Up to 36 people face prosecution for buying sex after gardaí days of action
Up to 36 people face prosecution for buying sex after three “national days of action” by An Garda Síochána, the force has announced.
The intelligence-led operations across six garda divisions were co-ordinated by the Operation Quest team at the Garda National Protection Services Bureau (GNPSB) in liaison with local Detective Units.
The 36 people were stopped and spoken to on “suspicion of having purchased sexual services from an individual involved in prostitution”.
In a statement, gardaí said: “A number of files will now be prepared for forwarding to the Director of Public Prosecutions, with a view to establishing if any criminal prosecution should be initiated, arising from the days of action.
“This operation reinforces An Garda Síochána’s commitment to target the demand for prostitution and to protect vulnerable persons, including victims of human trafficking involved in prostitution.”
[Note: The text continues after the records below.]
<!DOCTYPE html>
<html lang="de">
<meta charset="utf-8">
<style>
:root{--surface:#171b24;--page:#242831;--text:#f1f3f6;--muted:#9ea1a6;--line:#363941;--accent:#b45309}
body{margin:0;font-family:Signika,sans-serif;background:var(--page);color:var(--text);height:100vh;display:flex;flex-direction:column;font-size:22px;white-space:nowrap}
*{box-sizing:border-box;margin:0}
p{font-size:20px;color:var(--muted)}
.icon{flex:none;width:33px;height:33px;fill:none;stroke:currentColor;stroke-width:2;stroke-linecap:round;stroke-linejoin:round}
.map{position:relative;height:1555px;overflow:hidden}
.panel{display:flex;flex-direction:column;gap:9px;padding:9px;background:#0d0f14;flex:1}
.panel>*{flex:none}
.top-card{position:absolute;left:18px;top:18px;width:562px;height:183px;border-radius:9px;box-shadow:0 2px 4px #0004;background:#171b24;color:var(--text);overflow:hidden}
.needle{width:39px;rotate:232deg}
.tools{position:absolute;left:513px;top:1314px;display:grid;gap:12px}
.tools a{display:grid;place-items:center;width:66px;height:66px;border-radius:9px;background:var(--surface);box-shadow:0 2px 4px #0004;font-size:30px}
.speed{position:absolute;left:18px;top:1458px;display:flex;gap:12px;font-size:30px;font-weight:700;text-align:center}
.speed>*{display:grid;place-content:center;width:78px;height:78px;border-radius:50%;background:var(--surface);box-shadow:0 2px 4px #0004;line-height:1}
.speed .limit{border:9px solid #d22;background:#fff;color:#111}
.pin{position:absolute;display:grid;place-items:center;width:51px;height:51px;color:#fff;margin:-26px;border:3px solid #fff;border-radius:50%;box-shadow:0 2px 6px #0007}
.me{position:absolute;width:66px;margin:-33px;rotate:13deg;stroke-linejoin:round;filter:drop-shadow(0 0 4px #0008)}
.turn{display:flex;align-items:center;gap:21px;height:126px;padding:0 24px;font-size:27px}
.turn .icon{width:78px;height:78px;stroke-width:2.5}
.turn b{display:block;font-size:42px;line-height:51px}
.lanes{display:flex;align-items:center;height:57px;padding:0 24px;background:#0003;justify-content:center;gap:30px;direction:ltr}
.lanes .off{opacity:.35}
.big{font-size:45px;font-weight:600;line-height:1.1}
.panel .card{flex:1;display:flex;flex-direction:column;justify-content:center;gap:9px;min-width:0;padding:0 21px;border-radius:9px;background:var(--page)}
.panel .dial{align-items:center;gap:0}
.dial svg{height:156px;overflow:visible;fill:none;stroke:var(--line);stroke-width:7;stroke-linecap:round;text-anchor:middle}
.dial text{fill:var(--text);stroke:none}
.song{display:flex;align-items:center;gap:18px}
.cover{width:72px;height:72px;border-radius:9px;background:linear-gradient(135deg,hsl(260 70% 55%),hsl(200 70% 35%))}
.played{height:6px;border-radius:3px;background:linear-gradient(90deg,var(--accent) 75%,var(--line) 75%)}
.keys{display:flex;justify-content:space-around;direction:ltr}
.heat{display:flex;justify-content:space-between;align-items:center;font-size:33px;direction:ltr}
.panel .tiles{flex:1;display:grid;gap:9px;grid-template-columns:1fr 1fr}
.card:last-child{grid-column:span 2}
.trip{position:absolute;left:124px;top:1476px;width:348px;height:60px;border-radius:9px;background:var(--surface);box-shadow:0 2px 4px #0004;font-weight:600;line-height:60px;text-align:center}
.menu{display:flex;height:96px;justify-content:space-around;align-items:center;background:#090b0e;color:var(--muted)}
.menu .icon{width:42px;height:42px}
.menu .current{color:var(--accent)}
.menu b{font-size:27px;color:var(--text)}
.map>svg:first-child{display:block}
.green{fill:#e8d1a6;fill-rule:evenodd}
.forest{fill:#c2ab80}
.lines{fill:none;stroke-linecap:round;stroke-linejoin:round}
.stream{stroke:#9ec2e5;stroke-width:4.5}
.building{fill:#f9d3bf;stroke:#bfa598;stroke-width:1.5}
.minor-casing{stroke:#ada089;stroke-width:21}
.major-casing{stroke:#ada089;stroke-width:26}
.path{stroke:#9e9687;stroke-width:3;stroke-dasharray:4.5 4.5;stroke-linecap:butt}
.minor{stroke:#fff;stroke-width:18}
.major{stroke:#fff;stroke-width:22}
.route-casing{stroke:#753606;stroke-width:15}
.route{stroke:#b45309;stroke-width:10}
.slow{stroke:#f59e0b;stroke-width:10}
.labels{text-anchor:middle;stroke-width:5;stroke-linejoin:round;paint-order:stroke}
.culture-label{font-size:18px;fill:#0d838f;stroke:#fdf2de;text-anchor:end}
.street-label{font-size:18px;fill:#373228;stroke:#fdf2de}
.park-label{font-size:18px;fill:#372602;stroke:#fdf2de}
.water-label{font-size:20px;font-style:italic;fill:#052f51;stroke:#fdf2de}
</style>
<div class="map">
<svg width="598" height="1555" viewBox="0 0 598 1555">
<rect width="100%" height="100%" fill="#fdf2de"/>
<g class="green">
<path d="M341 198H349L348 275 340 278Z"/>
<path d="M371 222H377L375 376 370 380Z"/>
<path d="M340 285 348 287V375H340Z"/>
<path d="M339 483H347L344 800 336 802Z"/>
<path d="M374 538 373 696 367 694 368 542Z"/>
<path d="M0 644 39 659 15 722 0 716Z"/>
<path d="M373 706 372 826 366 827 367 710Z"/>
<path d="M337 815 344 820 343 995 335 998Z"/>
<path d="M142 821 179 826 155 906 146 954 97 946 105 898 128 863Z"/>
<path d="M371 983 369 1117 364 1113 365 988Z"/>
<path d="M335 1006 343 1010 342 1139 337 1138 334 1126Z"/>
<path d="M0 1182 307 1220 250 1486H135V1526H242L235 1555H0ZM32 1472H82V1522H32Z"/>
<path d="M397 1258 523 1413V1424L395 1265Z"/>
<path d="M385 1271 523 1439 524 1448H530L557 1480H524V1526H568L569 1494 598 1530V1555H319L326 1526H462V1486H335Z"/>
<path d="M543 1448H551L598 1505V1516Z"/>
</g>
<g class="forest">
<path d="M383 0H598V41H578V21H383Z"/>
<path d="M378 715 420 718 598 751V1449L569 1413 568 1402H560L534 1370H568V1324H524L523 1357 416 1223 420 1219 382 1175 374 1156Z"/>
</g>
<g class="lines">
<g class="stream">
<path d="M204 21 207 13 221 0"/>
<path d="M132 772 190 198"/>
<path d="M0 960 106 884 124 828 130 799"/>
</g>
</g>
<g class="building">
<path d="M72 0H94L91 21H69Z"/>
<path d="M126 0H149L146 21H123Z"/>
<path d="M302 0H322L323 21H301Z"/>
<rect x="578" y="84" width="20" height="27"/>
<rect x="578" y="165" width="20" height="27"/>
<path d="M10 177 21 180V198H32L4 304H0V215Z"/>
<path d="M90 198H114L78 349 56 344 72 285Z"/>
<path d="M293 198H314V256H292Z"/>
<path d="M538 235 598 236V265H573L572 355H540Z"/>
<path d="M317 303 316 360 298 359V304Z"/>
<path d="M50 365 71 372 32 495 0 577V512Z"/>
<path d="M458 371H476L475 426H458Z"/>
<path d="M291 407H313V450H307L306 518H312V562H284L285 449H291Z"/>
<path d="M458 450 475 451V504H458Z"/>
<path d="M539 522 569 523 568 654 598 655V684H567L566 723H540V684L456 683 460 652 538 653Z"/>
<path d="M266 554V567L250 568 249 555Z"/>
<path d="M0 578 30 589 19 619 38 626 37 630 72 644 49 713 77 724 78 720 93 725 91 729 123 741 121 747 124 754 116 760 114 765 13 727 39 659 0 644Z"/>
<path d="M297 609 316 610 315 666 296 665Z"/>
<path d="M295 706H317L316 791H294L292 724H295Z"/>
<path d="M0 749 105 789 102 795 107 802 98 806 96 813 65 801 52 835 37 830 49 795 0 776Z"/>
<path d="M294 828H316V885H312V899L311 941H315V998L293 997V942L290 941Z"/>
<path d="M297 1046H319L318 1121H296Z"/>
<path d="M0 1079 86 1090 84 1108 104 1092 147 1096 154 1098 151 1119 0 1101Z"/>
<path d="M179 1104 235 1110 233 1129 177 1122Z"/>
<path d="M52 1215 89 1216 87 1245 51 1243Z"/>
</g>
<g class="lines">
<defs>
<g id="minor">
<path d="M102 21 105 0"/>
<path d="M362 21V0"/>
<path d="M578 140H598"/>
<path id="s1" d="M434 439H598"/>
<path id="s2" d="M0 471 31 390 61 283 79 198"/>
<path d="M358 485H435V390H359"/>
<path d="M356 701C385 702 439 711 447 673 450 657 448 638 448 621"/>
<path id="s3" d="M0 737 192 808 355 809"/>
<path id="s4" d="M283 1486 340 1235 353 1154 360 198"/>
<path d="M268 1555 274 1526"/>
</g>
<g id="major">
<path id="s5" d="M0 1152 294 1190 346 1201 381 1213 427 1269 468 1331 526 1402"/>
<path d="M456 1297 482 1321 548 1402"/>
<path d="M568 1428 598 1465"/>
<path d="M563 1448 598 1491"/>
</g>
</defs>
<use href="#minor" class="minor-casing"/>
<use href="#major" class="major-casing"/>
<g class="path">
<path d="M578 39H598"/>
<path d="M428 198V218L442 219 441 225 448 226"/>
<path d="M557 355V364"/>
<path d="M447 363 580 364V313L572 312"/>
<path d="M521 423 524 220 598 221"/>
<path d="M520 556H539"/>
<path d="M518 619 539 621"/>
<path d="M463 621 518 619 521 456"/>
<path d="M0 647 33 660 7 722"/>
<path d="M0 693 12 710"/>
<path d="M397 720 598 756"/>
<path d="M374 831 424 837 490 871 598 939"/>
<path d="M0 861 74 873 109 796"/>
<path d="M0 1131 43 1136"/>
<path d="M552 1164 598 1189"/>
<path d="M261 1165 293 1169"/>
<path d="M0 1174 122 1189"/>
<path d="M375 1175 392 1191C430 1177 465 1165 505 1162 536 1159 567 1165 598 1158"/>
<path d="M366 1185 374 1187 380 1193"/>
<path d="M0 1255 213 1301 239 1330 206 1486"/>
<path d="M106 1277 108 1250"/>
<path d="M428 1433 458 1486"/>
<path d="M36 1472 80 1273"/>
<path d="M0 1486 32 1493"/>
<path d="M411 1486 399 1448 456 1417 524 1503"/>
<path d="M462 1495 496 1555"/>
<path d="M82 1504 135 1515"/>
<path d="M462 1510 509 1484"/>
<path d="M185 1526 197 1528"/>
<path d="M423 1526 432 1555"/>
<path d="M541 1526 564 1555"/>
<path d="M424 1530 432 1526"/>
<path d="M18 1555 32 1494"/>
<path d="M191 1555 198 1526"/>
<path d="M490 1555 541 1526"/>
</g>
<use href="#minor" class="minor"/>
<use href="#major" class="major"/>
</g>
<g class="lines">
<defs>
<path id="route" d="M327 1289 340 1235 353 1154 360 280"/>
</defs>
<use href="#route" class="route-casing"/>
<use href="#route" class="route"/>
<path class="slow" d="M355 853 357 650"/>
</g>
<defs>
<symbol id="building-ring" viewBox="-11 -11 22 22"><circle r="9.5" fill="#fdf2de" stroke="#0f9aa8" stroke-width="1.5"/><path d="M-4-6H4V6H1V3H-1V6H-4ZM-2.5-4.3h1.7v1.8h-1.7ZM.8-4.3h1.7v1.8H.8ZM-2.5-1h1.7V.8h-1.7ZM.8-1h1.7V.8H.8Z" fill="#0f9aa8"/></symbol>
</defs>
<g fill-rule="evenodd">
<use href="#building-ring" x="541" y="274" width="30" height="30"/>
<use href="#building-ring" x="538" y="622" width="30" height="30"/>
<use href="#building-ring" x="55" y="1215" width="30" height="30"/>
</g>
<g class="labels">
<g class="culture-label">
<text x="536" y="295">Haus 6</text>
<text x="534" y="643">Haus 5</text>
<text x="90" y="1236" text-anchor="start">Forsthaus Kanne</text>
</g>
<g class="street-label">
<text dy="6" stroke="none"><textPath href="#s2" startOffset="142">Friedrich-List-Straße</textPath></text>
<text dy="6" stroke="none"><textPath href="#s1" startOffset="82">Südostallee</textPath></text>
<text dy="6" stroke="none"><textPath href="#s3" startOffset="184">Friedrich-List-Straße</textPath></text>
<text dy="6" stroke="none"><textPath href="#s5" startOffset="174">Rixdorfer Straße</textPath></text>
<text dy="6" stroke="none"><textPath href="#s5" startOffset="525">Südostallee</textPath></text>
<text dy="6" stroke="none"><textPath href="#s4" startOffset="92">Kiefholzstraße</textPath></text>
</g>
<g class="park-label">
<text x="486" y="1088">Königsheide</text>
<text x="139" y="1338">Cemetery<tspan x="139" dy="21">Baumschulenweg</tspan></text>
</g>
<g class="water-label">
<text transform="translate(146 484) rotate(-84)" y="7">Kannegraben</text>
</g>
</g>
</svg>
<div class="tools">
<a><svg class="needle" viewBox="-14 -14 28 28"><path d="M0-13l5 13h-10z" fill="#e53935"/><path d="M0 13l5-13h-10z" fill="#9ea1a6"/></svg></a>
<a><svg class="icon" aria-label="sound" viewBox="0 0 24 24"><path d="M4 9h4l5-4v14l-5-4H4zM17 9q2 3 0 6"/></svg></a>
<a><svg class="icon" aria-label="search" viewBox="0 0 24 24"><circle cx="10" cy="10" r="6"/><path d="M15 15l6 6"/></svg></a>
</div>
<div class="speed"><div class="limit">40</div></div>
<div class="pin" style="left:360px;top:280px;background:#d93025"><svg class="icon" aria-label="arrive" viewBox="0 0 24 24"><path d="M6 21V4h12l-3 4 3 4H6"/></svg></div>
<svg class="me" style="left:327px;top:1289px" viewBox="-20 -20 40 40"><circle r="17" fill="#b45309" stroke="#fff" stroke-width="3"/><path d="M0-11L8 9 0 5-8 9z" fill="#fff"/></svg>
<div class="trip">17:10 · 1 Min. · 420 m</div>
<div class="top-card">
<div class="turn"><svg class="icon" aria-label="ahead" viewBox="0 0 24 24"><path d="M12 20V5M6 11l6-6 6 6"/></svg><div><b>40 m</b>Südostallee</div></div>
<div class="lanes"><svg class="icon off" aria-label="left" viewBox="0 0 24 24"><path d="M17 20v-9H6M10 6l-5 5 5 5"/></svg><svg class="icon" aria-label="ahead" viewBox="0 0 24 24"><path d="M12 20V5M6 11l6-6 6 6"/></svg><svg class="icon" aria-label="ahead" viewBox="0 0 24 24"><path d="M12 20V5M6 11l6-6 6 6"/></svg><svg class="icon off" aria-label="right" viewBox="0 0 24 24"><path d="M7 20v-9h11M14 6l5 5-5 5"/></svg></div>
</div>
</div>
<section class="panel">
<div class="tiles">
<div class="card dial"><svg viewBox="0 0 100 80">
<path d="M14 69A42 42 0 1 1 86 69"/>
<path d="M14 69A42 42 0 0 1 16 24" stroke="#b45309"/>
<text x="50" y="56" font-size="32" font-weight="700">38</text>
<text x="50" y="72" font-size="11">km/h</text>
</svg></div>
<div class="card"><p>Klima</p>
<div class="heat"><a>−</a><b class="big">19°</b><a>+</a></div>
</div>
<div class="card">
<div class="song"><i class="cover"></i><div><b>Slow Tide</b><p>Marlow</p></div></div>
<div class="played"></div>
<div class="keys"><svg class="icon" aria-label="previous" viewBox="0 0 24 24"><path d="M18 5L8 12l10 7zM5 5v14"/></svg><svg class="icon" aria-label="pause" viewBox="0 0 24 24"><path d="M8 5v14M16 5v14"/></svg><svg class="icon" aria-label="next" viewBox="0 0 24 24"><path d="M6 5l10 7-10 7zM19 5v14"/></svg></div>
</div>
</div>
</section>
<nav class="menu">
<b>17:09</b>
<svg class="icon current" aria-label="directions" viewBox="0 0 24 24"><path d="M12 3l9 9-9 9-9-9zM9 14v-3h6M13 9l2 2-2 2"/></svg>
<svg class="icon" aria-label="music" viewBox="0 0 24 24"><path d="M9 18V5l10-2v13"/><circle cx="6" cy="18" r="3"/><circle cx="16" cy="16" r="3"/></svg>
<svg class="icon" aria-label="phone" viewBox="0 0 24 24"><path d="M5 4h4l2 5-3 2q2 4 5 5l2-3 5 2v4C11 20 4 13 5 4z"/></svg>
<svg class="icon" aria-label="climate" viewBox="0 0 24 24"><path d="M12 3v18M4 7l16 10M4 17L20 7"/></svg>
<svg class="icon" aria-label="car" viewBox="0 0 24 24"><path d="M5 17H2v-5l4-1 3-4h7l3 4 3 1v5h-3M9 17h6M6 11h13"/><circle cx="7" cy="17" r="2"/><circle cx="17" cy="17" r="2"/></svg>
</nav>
However, a group representing sex workers in Ireland said the number of people questioned in the three-day operation was much smaller than the number of sex workers prosecuted for so-called brothel-keeping offences.
The Sex Workers Alliance Ireland (SWAI) said the offence of brothel-keeping, which was strengthened in the Criminal Law (Sexual Offences) Act 2017 which outlawed the purchase of sex in Ireland, criminalises sex workers who work together.
The group has called for the decriminalisation of both the purchase and sale of sex in order to protect sex workers’ safety.
In a statement, SWAI said: “Of these 36 men we don’t know how many, if any, will be prosecuted. All the while, there has been a 92 per cent increase in violent crime against sex workers since the 2017 laws came in. This is where Garda resources should be directed.”
The group added: “Studies have shown that where any aspect of sex work is criminalised it means increased violence and adverse health conditions for the worker. The 2017 law does nothing to address the precarity and lack of security that can lead to human trafficking.
“One of the big reasons we need full decriminalisation in Ireland is to improve relations with gardaí, so that those on the ground – sex workers and clients alike – can easily report exploitation, abuse, and trafficking without repercussion.”